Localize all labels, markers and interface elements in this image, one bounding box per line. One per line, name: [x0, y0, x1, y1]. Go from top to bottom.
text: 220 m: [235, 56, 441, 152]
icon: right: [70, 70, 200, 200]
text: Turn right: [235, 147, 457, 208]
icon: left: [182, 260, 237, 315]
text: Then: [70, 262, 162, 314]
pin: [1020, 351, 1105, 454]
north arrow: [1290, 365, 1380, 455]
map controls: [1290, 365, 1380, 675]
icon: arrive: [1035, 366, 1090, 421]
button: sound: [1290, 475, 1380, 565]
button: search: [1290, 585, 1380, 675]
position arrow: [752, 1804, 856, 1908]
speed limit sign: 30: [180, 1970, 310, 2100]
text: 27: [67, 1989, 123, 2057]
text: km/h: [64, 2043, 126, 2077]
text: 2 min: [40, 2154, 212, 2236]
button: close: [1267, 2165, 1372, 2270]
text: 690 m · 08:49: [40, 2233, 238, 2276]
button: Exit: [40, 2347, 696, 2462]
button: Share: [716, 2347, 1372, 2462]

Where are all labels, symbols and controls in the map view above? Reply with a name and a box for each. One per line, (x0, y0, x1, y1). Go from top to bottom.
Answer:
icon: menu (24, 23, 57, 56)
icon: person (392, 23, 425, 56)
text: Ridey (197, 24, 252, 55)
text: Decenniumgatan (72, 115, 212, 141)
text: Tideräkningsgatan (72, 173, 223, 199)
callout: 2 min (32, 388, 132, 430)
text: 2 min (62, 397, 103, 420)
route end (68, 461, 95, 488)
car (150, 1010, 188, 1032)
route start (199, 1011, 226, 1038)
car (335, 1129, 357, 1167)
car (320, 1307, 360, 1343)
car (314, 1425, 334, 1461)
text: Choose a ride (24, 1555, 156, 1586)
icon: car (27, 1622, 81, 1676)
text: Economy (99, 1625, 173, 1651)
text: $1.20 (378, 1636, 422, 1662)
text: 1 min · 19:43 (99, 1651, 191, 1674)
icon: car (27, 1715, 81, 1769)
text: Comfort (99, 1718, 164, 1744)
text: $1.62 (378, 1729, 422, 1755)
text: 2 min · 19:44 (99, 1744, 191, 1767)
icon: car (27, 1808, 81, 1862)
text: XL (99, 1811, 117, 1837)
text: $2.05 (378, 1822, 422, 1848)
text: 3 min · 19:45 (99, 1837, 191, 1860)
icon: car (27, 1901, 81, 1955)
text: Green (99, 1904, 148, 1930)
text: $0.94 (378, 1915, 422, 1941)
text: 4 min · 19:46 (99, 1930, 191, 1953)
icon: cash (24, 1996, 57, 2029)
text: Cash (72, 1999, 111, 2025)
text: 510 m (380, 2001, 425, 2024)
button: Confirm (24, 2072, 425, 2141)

____

▶ **What you need to do**: Please write out all the data above, exactly as it reads.

▶ **Exercise solution**:
Localize all labels, markers and interface elements in this image, one bounding box per line. One per line, name: [x0, y0, x1, y1]. Go from top to bottom.
text: 220 m: [235, 56, 441, 152]
icon: right: [70, 70, 200, 200]
text: Turn right: [235, 147, 457, 208]
icon: left: [182, 260, 237, 315]
text: Then: [70, 262, 162, 314]
pin: [1020, 351, 1105, 454]
north arrow: [1290, 365, 1380, 455]
map controls: [1290, 365, 1380, 675]
icon: arrive: [1035, 366, 1090, 421]
button: sound: [1290, 475, 1380, 565]
button: search: [1290, 585, 1380, 675]
position arrow: [752, 1804, 856, 1908]
speed limit sign: 30: [180, 1970, 310, 2100]
text: 27: [67, 1989, 123, 2057]
text: km/h: [64, 2043, 126, 2077]
text: 2 min: [40, 2154, 212, 2236]
button: close: [1267, 2165, 1372, 2270]
text: 690 m · 08:49: [40, 2233, 238, 2276]
button: Exit: [40, 2347, 696, 2462]
button: Share: [716, 2347, 1372, 2462]

Where are all labels, symbols and controls in the map view above? Reply with a name and a box for each. One per line, (x0, y0, x1, y1). Go from top to bottom.
Answer:
icon: menu (24, 23, 57, 56)
icon: person (392, 23, 425, 56)
text: Ridey (197, 24, 252, 55)
text: Decenniumgatan (72, 115, 212, 141)
text: Tideräkningsgatan (72, 173, 223, 199)
callout: 2 min (32, 388, 132, 430)
text: 2 min (62, 397, 103, 420)
route end (68, 461, 95, 488)
car (150, 1010, 188, 1032)
route start (199, 1011, 226, 1038)
car (335, 1129, 357, 1167)
car (320, 1307, 360, 1343)
car (314, 1425, 334, 1461)
text: Choose a ride (24, 1555, 156, 1586)
icon: car (27, 1622, 81, 1676)
text: Economy (99, 1625, 173, 1651)
text: $1.20 (378, 1636, 422, 1662)
text: 1 min · 19:43 (99, 1651, 191, 1674)
icon: car (27, 1715, 81, 1769)
text: Comfort (99, 1718, 164, 1744)
text: $1.62 (378, 1729, 422, 1755)
text: 2 min · 19:44 (99, 1744, 191, 1767)
icon: car (27, 1808, 81, 1862)
text: XL (99, 1811, 117, 1837)
text: $2.05 (378, 1822, 422, 1848)
text: 3 min · 19:45 (99, 1837, 191, 1860)
icon: car (27, 1901, 81, 1955)
text: Green (99, 1904, 148, 1930)
text: $0.94 (378, 1915, 422, 1941)
text: 4 min · 19:46 (99, 1930, 191, 1953)
icon: cash (24, 1996, 57, 2029)
text: Cash (72, 1999, 111, 2025)
text: 510 m (380, 2001, 425, 2024)
button: Confirm (24, 2072, 425, 2141)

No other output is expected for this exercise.